Everything in the entries below except the pictures must be returned exactly.

WORKING DATA START

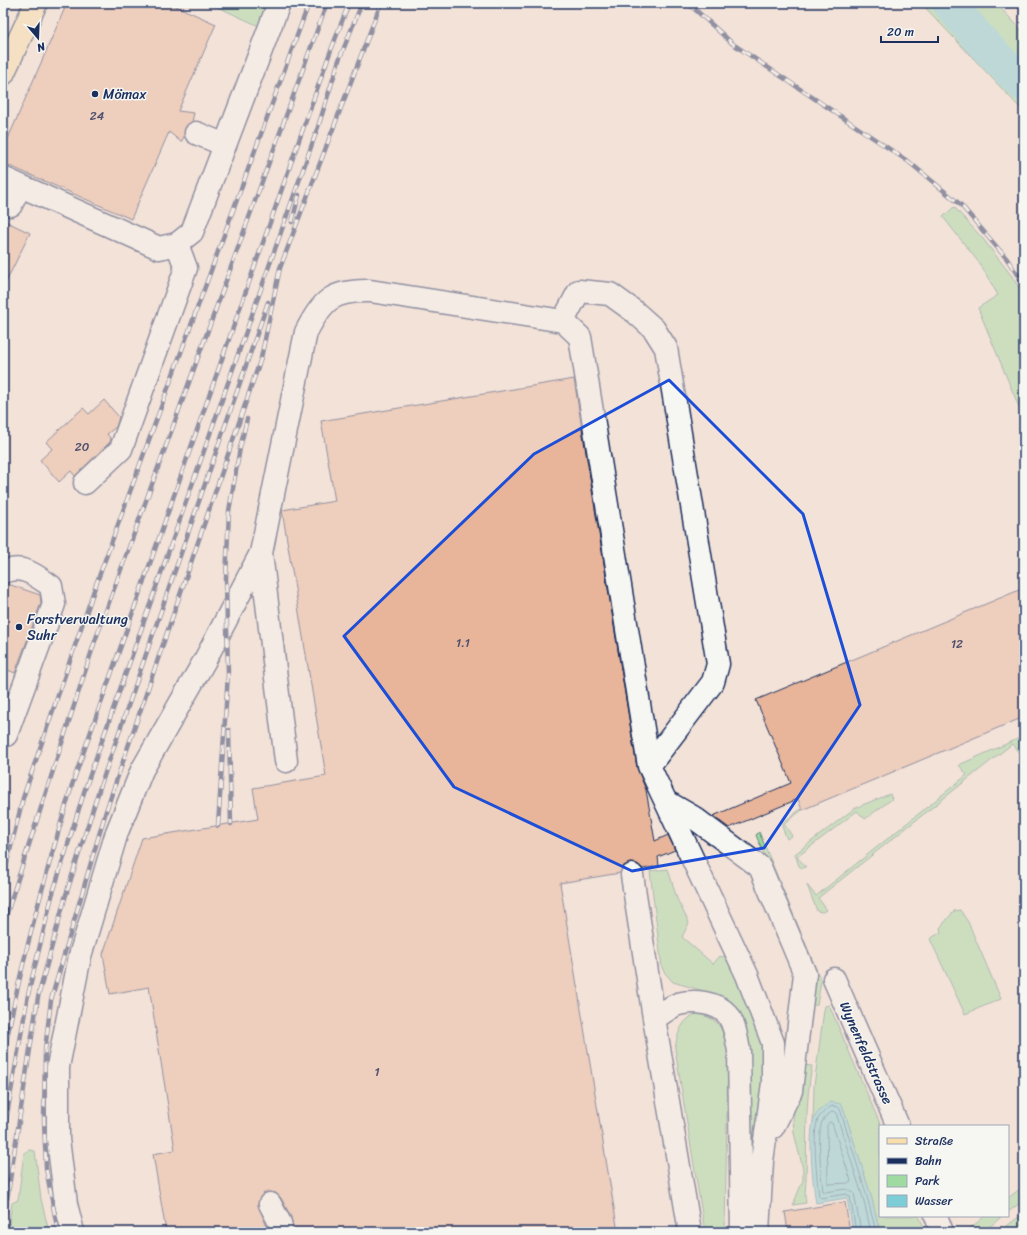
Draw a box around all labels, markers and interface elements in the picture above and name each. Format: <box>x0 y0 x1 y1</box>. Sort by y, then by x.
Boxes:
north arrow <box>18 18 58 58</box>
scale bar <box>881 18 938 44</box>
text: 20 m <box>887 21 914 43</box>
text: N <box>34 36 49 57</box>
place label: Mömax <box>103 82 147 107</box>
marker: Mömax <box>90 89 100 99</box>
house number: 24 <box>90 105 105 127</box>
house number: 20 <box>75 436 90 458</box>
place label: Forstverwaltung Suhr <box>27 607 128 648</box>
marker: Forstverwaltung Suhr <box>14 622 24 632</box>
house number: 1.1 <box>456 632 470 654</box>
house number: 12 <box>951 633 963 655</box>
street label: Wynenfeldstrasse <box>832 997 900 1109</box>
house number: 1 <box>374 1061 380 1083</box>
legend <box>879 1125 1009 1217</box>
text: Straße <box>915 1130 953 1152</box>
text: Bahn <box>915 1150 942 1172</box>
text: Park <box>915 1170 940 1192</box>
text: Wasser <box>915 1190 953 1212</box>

WORKING DATA END

*WRITTEN SOLUTION*:
Draw a box around all labels, markers and interface elements in the picture above and name each. Format: <box>x0 y0 x1 y1</box>. Sort by y, then by x.
Boxes:
north arrow <box>18 18 58 58</box>
scale bar <box>881 18 938 44</box>
text: 20 m <box>887 21 914 43</box>
text: N <box>34 36 49 57</box>
place label: Mömax <box>103 82 147 107</box>
marker: Mömax <box>90 89 100 99</box>
house number: 24 <box>90 105 105 127</box>
house number: 20 <box>75 436 90 458</box>
place label: Forstverwaltung Suhr <box>27 607 128 648</box>
marker: Forstverwaltung Suhr <box>14 622 24 632</box>
house number: 1.1 <box>456 632 470 654</box>
house number: 12 <box>951 633 963 655</box>
street label: Wynenfeldstrasse <box>832 997 900 1109</box>
house number: 1 <box>374 1061 380 1083</box>
legend <box>879 1125 1009 1217</box>
text: Straße <box>915 1130 953 1152</box>
text: Bahn <box>915 1150 942 1172</box>
text: Park <box>915 1170 940 1192</box>
text: Wasser <box>915 1190 953 1212</box>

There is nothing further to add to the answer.